> _The data_

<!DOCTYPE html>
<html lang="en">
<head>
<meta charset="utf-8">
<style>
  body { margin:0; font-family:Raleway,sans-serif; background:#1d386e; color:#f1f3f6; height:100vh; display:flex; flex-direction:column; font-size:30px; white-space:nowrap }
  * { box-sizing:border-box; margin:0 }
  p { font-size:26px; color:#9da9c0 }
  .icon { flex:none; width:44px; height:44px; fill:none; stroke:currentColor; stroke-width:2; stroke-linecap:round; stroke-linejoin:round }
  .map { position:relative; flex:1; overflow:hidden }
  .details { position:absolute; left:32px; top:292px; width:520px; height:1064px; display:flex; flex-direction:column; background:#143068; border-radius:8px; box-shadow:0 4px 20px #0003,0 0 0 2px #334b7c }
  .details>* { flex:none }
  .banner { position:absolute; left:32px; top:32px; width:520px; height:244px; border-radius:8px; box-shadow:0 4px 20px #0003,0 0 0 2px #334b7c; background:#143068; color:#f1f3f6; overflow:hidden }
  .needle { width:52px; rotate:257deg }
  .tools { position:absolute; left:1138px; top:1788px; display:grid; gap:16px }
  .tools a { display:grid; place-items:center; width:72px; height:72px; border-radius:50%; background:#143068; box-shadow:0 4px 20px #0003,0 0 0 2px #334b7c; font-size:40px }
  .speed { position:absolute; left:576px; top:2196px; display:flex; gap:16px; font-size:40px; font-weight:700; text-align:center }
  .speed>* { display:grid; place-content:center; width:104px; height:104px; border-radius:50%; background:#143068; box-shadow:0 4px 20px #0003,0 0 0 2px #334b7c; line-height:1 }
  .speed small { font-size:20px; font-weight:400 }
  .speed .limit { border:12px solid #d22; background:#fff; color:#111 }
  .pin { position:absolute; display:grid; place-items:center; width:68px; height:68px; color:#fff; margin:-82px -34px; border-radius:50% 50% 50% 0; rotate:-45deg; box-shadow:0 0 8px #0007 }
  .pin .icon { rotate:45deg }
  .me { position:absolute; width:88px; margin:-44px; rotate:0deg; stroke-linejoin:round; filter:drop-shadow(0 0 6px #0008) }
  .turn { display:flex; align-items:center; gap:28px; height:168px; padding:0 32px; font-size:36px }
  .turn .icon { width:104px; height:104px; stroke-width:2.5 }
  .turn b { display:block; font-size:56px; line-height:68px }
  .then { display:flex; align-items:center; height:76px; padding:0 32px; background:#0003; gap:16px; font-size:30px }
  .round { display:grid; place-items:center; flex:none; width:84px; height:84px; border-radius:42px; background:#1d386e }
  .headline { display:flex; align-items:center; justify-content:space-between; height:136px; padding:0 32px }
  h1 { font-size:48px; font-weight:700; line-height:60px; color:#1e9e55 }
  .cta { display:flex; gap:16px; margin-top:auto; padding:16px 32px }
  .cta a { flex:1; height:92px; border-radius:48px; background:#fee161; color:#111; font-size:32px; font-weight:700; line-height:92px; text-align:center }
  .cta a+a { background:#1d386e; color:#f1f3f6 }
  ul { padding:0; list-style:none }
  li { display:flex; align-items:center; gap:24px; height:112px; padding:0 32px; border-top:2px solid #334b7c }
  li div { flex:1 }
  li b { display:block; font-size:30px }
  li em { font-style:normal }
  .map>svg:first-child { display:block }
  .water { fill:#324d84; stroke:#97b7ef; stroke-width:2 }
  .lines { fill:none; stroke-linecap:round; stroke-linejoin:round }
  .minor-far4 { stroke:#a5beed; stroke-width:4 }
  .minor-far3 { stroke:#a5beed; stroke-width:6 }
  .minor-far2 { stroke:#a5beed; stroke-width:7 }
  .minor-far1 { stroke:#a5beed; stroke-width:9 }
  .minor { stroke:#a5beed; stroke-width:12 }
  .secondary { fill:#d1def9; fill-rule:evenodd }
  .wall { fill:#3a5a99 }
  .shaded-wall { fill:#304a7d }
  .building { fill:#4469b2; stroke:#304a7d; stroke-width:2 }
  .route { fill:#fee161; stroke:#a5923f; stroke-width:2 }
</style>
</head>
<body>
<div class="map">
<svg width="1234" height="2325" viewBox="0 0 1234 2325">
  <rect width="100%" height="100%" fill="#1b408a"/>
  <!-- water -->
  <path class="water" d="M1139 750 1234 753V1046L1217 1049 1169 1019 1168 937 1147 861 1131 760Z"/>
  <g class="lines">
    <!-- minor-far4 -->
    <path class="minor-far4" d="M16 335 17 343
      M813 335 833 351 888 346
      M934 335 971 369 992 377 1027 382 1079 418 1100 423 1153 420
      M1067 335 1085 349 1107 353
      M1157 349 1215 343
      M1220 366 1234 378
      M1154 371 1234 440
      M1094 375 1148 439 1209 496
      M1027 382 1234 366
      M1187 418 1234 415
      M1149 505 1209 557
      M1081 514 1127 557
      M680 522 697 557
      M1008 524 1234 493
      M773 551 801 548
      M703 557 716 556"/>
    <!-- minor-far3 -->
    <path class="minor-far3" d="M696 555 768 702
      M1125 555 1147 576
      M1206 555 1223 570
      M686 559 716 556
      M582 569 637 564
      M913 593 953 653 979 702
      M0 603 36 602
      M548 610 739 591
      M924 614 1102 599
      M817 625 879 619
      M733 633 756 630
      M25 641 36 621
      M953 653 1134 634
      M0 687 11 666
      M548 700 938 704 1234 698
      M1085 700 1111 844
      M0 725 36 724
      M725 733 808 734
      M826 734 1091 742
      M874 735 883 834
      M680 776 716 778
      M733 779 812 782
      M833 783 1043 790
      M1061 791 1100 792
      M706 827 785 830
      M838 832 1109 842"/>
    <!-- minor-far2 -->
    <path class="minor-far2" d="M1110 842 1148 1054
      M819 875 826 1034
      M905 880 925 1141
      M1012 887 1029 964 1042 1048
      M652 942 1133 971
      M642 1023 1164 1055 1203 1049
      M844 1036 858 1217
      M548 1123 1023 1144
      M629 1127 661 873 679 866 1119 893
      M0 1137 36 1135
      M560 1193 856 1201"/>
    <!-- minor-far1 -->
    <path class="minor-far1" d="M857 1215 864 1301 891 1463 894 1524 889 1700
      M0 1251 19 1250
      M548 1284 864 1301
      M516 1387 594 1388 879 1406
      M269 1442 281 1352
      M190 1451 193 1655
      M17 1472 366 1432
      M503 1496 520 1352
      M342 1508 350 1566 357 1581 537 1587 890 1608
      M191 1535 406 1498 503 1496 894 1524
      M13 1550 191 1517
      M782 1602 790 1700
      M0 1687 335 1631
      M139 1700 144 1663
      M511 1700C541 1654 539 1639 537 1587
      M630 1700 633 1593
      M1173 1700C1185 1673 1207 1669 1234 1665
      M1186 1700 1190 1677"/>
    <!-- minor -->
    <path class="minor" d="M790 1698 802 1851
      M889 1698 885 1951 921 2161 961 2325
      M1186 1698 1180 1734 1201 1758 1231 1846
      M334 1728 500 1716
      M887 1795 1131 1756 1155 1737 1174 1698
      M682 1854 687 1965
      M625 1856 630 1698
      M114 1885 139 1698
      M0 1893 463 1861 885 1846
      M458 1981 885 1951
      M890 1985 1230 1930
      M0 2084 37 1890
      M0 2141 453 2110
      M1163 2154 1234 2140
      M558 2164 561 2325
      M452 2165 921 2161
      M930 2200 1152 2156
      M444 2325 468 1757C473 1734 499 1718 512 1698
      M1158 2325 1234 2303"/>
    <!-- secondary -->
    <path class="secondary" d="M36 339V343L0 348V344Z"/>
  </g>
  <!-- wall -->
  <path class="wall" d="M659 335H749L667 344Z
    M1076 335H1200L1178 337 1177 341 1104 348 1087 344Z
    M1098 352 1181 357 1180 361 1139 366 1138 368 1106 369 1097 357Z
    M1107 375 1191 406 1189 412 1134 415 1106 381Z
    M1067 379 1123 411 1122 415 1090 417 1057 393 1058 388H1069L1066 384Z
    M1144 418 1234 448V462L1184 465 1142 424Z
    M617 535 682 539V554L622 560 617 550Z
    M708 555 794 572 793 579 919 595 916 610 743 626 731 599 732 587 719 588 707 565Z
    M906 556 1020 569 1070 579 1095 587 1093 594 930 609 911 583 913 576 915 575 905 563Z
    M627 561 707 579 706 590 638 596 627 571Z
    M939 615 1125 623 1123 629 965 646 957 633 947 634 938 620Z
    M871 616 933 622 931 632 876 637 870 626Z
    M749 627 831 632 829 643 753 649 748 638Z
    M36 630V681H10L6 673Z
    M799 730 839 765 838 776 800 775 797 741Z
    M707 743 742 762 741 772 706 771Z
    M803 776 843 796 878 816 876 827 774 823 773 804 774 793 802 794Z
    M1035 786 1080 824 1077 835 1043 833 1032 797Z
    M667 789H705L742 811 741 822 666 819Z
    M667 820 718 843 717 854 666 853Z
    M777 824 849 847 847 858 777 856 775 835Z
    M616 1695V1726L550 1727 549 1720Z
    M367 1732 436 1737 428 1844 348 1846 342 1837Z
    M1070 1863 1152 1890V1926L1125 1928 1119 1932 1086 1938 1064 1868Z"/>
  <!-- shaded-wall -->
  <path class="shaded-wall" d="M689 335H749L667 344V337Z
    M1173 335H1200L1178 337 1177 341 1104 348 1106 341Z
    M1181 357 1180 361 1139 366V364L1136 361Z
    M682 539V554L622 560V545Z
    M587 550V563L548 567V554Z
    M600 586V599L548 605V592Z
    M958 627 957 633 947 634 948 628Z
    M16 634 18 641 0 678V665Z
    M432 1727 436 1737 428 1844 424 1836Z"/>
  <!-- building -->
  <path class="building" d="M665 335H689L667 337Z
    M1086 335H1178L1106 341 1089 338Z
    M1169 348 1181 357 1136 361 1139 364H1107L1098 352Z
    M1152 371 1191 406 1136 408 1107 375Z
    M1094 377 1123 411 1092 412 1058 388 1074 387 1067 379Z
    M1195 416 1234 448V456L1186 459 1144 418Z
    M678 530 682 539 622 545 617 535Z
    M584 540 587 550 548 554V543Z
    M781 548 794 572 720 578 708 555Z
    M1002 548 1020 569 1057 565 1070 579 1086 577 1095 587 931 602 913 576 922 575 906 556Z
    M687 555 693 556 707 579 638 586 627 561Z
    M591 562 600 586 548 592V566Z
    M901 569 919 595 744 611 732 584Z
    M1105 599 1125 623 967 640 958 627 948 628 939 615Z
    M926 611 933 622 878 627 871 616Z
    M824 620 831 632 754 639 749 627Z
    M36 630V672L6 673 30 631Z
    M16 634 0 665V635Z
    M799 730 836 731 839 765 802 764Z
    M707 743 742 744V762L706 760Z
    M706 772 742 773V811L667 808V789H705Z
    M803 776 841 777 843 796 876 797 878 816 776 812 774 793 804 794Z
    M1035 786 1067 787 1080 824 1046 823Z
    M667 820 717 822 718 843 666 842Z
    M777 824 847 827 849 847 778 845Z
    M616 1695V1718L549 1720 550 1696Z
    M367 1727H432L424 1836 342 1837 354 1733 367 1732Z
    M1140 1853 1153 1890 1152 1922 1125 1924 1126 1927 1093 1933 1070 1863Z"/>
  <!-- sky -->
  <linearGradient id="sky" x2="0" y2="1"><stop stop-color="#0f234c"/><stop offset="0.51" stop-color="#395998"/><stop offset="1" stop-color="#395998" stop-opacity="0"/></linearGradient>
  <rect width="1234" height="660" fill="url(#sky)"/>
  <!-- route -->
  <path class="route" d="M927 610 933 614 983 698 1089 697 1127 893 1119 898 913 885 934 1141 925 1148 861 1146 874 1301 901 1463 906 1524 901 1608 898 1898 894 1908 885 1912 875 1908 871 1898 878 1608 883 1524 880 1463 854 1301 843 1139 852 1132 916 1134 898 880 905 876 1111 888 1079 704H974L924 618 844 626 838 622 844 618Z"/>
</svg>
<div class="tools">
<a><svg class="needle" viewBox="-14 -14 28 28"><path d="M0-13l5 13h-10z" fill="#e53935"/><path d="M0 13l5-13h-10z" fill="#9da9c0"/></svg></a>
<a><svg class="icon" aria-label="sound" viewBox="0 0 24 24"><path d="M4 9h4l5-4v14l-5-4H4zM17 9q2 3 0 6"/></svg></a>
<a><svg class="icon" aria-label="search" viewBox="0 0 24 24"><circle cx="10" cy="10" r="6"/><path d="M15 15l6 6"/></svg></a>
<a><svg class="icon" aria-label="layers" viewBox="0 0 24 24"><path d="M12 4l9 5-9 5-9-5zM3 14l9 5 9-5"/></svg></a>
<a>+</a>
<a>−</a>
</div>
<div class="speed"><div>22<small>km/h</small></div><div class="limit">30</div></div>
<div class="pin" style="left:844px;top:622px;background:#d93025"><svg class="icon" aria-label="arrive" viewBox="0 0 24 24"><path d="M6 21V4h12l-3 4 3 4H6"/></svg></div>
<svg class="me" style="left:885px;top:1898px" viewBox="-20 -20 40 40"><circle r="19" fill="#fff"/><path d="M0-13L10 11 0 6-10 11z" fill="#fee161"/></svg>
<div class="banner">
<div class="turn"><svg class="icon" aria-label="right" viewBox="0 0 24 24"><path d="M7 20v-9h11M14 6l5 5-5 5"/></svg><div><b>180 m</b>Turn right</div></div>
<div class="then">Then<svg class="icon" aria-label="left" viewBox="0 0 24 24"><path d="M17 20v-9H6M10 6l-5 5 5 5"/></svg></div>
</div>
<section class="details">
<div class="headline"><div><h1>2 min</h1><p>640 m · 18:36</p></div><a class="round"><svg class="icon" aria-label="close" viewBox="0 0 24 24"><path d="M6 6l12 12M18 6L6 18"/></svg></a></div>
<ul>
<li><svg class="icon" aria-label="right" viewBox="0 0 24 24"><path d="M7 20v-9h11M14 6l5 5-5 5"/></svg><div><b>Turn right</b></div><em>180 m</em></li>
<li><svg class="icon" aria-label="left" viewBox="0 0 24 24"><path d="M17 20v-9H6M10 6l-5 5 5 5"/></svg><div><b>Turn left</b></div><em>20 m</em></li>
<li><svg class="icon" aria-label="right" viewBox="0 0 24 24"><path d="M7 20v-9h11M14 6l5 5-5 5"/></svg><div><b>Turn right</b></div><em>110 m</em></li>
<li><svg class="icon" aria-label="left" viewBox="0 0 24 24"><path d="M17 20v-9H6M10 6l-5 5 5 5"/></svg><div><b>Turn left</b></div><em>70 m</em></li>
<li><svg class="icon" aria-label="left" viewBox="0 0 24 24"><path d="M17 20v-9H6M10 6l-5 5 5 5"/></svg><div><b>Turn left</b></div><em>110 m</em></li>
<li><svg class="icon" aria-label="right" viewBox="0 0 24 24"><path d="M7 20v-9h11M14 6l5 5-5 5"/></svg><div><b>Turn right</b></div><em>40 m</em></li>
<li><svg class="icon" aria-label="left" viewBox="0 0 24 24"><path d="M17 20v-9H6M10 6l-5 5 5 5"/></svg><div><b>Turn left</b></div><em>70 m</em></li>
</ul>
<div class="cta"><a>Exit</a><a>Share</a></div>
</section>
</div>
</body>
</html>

> _Problem description_
Go through the records above, find every line with the word "tools", and list those lines.

> _Your response_
  .tools { position:absolute; left:1138px; top:1788px; display:grid; gap:16px }
  .tools a { display:grid; place-items:center; width:72px; height:72px; border-radius:50%; background:#143068; box-shadow:0 4px 20px #0003,0 0 0 2px #334b7c; font-size:40px }
<div class="tools">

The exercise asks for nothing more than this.